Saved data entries
|---|

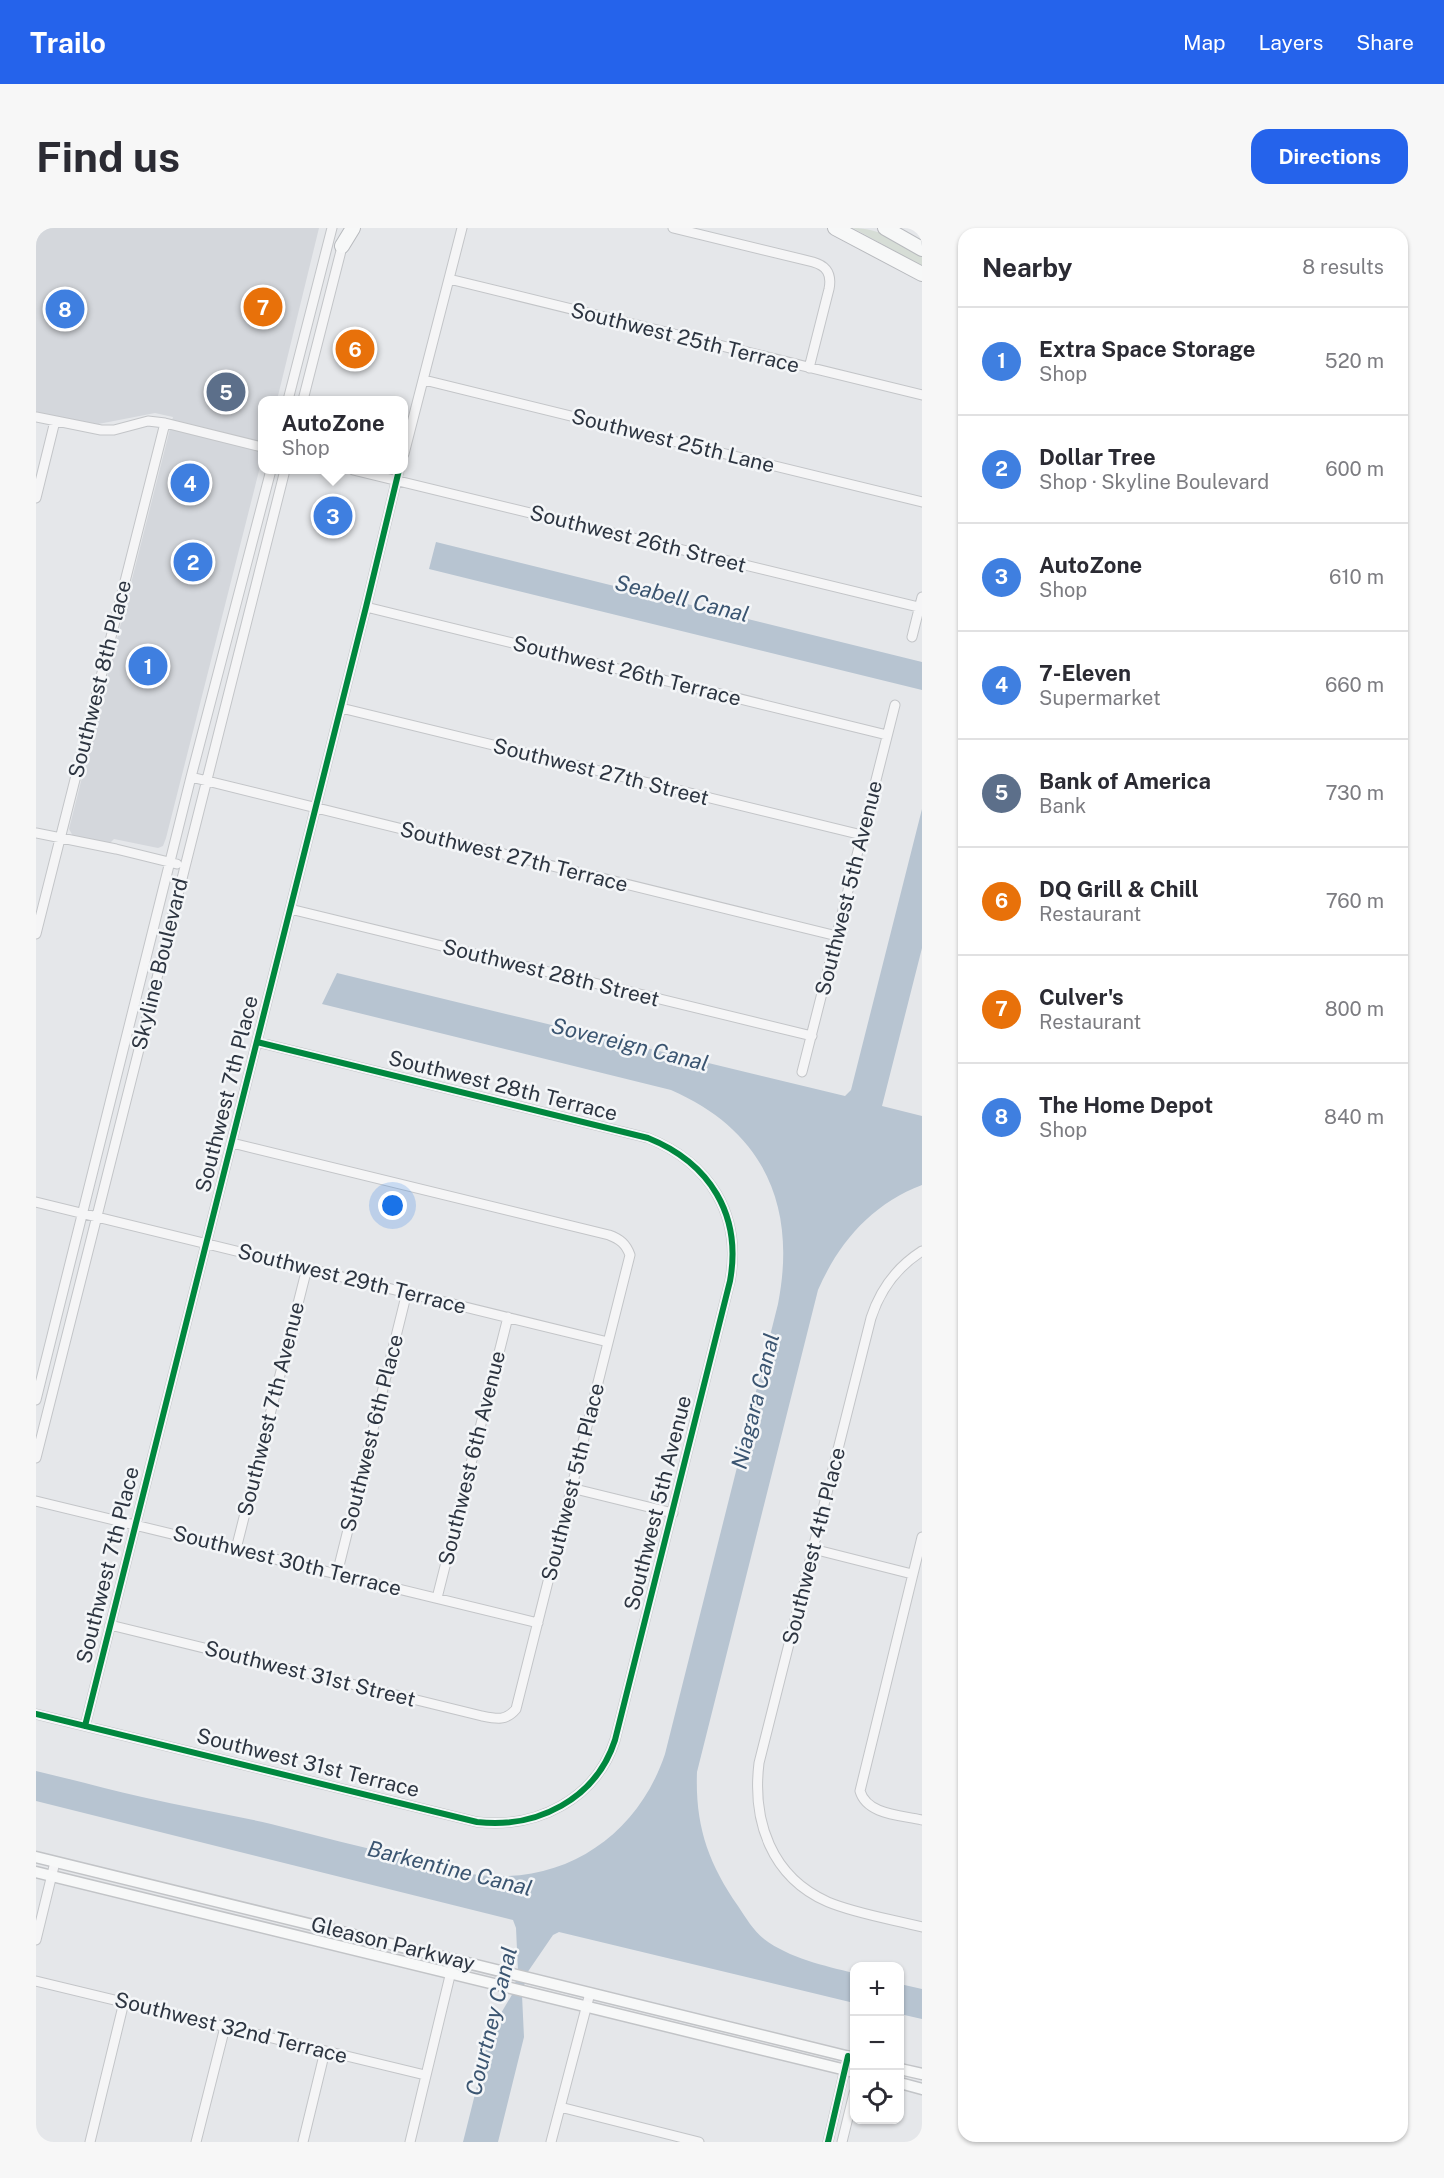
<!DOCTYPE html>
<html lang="en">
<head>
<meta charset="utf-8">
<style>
	:root { --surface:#fff; --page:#f7f7f7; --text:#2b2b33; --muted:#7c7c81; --line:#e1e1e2; --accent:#2563eb }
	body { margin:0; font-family:"Public Sans",sans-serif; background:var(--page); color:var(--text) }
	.controls { position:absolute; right:18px; bottom:18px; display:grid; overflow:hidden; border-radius:12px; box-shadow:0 2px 4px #0004 }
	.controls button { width:54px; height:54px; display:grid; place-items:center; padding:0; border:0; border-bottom:2px solid var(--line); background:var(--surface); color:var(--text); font:30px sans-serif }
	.you { position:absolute; left:357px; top:978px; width:21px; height:21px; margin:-15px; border:4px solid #fff; border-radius:50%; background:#1a73e8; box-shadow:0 0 0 9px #1a73e833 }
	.badge { display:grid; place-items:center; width:39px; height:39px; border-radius:50%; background:var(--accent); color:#fff; font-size:20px; font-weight:700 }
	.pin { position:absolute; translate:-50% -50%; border:3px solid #fff; box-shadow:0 2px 6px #0006 }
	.popup { position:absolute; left:222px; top:168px; width:150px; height:78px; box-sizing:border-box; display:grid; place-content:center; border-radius:12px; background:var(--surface); filter:drop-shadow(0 2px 4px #0005); font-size:20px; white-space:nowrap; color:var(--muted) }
	.popup b { font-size:22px; color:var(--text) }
	.popup::after { content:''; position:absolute; left:50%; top:100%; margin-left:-12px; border:12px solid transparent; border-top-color:var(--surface) }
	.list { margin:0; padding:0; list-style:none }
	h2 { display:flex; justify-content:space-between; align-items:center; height:78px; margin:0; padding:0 24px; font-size:26px }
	h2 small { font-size:20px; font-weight:400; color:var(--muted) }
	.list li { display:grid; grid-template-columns:39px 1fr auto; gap:18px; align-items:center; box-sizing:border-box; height:108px; padding:0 24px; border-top:2px solid var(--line) }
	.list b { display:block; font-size:22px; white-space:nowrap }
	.list p { margin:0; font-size:20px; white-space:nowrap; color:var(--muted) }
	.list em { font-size:20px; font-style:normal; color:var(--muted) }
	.icon { flex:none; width:33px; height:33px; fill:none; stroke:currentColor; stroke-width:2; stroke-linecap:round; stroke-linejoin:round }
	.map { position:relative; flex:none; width:886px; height:1914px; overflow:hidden; border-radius:18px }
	header { display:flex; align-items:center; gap:36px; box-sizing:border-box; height:84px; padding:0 30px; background:var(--accent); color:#fff }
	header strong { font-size:28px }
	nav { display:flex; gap:33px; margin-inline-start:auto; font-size:21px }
	.intro { display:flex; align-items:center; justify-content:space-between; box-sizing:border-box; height:144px; padding:0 36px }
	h1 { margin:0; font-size:42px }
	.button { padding:15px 27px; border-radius:18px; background:var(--accent); color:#fff; font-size:21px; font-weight:700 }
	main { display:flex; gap:36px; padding:0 36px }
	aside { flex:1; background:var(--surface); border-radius:18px; box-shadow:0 2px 4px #0004 }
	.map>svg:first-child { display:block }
	.built { fill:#d4d7dc }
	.green { fill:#d6ddd6 }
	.water { fill:#b7c4d1 }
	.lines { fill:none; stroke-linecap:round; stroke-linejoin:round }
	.minor-casing { stroke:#c3c5c8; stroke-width:11 }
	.major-casing { stroke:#c2c4c7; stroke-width:13 }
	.highway-casing { stroke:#b8babe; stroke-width:16 }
	.minor { stroke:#f5f5f6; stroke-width:9 }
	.major { stroke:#f7f8f8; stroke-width:10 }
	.highway { stroke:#f7f8f8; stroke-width:14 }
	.cycleway-casing { stroke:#f4f6f8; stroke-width:10 }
	.cycleway { stroke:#00873e; stroke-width:6 }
	.labels { text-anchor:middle; stroke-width:5; stroke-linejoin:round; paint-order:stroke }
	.street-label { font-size:21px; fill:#2d3541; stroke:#f4f6f8 }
	.water-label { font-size:22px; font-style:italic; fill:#3b5571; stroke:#f4f6f8 }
</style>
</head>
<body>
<header>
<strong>Trailo</strong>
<nav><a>Map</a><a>Layers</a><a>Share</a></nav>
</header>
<div class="intro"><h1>Find us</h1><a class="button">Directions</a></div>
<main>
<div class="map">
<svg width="886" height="1914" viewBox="0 0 886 1914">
	<rect width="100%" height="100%" fill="#e5e7ea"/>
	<path class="built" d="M0 0H283L241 172H226V231L130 610 127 618 122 620 78 611 74 615 38 610 33 601 137 189 119 185 52 198 0 185Z"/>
	<path class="green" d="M817 0C845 0 862 14 886 28V38Z"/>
	<path class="water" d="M400 314 886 434V462L393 341Z
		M886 581V720L846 878 886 888V957C836 976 803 1014 782 1062L661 1544C659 1597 672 1635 702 1678 710 1690 717 1702 728 1711 753 1730 789 1738 818 1745V1775L523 1704 517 1707 491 1745 486 1767 488 1809 462 1914H427L455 1802 477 1765 482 1743 480 1700 477 1692 0 1573V1543C35 1551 70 1561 106 1569 149 1579 192 1586 235 1596 281 1608 326 1619 372 1630 395 1636 419 1644 443 1647 529 1657 602 1607 629 1526L742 1076C761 979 729 903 635 862L286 776 301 745 809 868 815 862Z
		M864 1756 886 1761V1791L864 1786Z"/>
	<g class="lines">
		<defs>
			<path id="minor" d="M637 0 777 34C791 38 796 46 793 61L773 140
				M413 51 886 167
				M388 152 886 274
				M252 172 296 0
				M267 172 307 15
				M0 189 65 202H78L112 193 129 195 226 219
				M368 226 426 0
				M317 242 886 380
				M0 270 19 193
				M330 379 851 507
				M876 409 886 369
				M305 480 826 607
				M155 549 801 708
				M0 605 80 621 141 636
				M254 681 776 808
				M0 706 129 195
				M766 844 859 477
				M0 974 572 1114
				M886 1023C861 1039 844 1062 835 1090L723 1535C716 1593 735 1649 792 1674 821 1686 855 1691 886 1699
				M0 1172 155 549 235 242
				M0 1230 249 242
				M535 1260 637 1285
				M0 1273 502 1395
				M886 1309 824 1563C831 1587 865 1587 886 1592
				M200 1321 271 1040
				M777 1321 876 1346
				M301 1346 371 1064
				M401 1370 472 1089
				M74 1397 446 1488C461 1491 470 1493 480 1481L594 1027C590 1016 584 1011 573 1007L196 915
				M0 1486 441 1594C501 1601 560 1571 579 1512L694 1053C706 987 674 935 612 910L221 814
				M49 1498 330 379 363 242
				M0 1712 19 1634
				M0 1753 389 1847
				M524 1879 663 1914
				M54 1914 88 1774
				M160 1914 189 1799
				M267 1914 289 1823
				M374 1914 418 1731
				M515 1914 554 1765
				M792 1914 812 1828
				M806 1914 818 1865"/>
			<path id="major" d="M0 1629 818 1830
				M0 1644 818 1844
				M864 1841 886 1846
				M864 1855 886 1861"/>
			<path id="highway" d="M799 0 886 46
				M849 0 886 21
				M306 18 317 0"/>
		</defs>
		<use href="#minor" class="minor-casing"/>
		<use href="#major" class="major-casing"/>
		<use href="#highway" class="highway-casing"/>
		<use href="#minor" class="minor"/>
		<use href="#major" class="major"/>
		<use href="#highway" class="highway"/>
		<defs>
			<path id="cycleway" d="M0 1486 441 1594C501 1601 560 1571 579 1512L694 1053C706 987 674 935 612 910L221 814
				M49 1498 330 379 363 242
				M792 1914 812 1828"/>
		</defs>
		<use href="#cycleway" class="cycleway-casing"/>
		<use href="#cycleway" class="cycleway"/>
	</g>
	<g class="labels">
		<g class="street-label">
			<text transform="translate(649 110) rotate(14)" y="7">Southwest 25th Terrace</text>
			<text transform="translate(637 213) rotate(14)" y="7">Southwest 25th Lane</text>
			<text transform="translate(602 311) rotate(14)" y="7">Southwest 26th Street</text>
			<text transform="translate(591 443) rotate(14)" y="7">Southwest 26th Terrace</text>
			<text transform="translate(64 451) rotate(-76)" y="7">Southwest 8th Place</text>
			<text transform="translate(565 544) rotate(14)" y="7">Southwest 27th Street</text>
			<text transform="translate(478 629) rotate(14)" y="7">Southwest 27th Terrace</text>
			<text transform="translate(813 660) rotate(-76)" y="7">Southwest 5th Avenue</text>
			<text transform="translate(124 736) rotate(-76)" y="7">Skyline Boulevard</text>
			<text transform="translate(515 745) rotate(14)" y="7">Southwest 28th Street</text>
			<text transform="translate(467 858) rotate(14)" y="7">Southwest 28th Terrace</text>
			<text transform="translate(191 866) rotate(-76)" y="7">Southwest 7th Place</text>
			<text transform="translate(316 1051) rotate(14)" y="7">Southwest 29th Terrace</text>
			<text transform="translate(235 1181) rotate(-76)" y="7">Southwest 7th Avenue</text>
			<text transform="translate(336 1205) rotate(-76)" y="7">Southwest 6th Place</text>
			<text transform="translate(436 1230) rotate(-76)" y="7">Southwest 6th Avenue</text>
			<text transform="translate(537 1254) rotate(-76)" y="7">Southwest 5th Place</text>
			<text transform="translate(622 1275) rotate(-76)" y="7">Southwest 5th Avenue</text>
			<text transform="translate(778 1318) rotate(-76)" y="7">Southwest 4th Place</text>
			<text transform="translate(251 1333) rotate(14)" y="7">Southwest 30th Terrace</text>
			<text transform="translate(72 1337) rotate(-76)" y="7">Southwest 7th Place</text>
			<text transform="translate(274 1446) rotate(14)" y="7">Southwest 31st Street</text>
			<text transform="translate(272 1535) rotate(14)" y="7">Southwest 31st Terrace</text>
			<text transform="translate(357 1716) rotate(14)" y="7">Gleason Parkway</text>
			<text transform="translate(195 1800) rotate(14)" y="7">Southwest 32nd Terrace</text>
		</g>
		<g class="water-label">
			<text transform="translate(646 370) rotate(14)" y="8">Seabell Canal</text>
			<text transform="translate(594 816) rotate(14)" y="8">Sovereign Canal</text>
			<text transform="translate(719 1173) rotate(-76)" y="8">Niagara Canal</text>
			<text transform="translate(414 1640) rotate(14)" y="8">Barkentine Canal</text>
			<text transform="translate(455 1793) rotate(-76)" y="8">Courtney Canal</text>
		</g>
	</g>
</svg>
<div class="controls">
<button>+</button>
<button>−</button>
<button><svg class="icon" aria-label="locate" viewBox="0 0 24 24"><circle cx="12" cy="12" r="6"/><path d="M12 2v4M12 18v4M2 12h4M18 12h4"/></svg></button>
</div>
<div class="you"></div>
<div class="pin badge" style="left:112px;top:438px;background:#3f7fe0">1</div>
<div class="pin badge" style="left:157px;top:334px;background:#3f7fe0">2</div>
<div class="pin badge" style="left:297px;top:288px;background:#3f7fe0">3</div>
<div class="popup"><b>AutoZone</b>Shop</div>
<div class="pin badge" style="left:154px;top:255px;background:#3f7fe0">4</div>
<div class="pin badge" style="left:190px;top:164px;background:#5c6f8a">5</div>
<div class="pin badge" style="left:319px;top:121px;background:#e8710a">6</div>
<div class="pin badge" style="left:227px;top:79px;background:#e8710a">7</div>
<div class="pin badge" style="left:29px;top:81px;background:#3f7fe0">8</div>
</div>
<aside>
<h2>Nearby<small>8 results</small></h2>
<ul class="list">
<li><span class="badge" style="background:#3f7fe0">1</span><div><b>Extra Space Storage</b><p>Shop</p></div><em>520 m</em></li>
<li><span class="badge" style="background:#3f7fe0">2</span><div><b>Dollar Tree</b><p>Shop · Skyline Boulevard</p></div><em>600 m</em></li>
<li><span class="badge" style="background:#3f7fe0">3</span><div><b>AutoZone</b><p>Shop</p></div><em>610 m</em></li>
<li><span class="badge" style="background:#3f7fe0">4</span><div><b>7-Eleven</b><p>Supermarket</p></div><em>660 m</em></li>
<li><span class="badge" style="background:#5c6f8a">5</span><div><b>Bank of America</b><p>Bank</p></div><em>730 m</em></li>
<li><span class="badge" style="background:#e8710a">6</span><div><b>DQ Grill &amp; Chill</b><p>Restaurant</p></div><em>760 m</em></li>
<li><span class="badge" style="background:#e8710a">7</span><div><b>Culver's</b><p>Restaurant</p></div><em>800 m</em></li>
<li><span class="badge" style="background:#3f7fe0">8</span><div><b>The Home Depot</b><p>Shop</p></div><em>840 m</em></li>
</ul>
</aside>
</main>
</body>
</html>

|---|

== Problem to solve ==
Every line above that holds the word "lines" is to be found and copied.

== Worked solution ==
	.lines { fill:none; stroke-linecap:round; stroke-linejoin:round }
	<g class="lines">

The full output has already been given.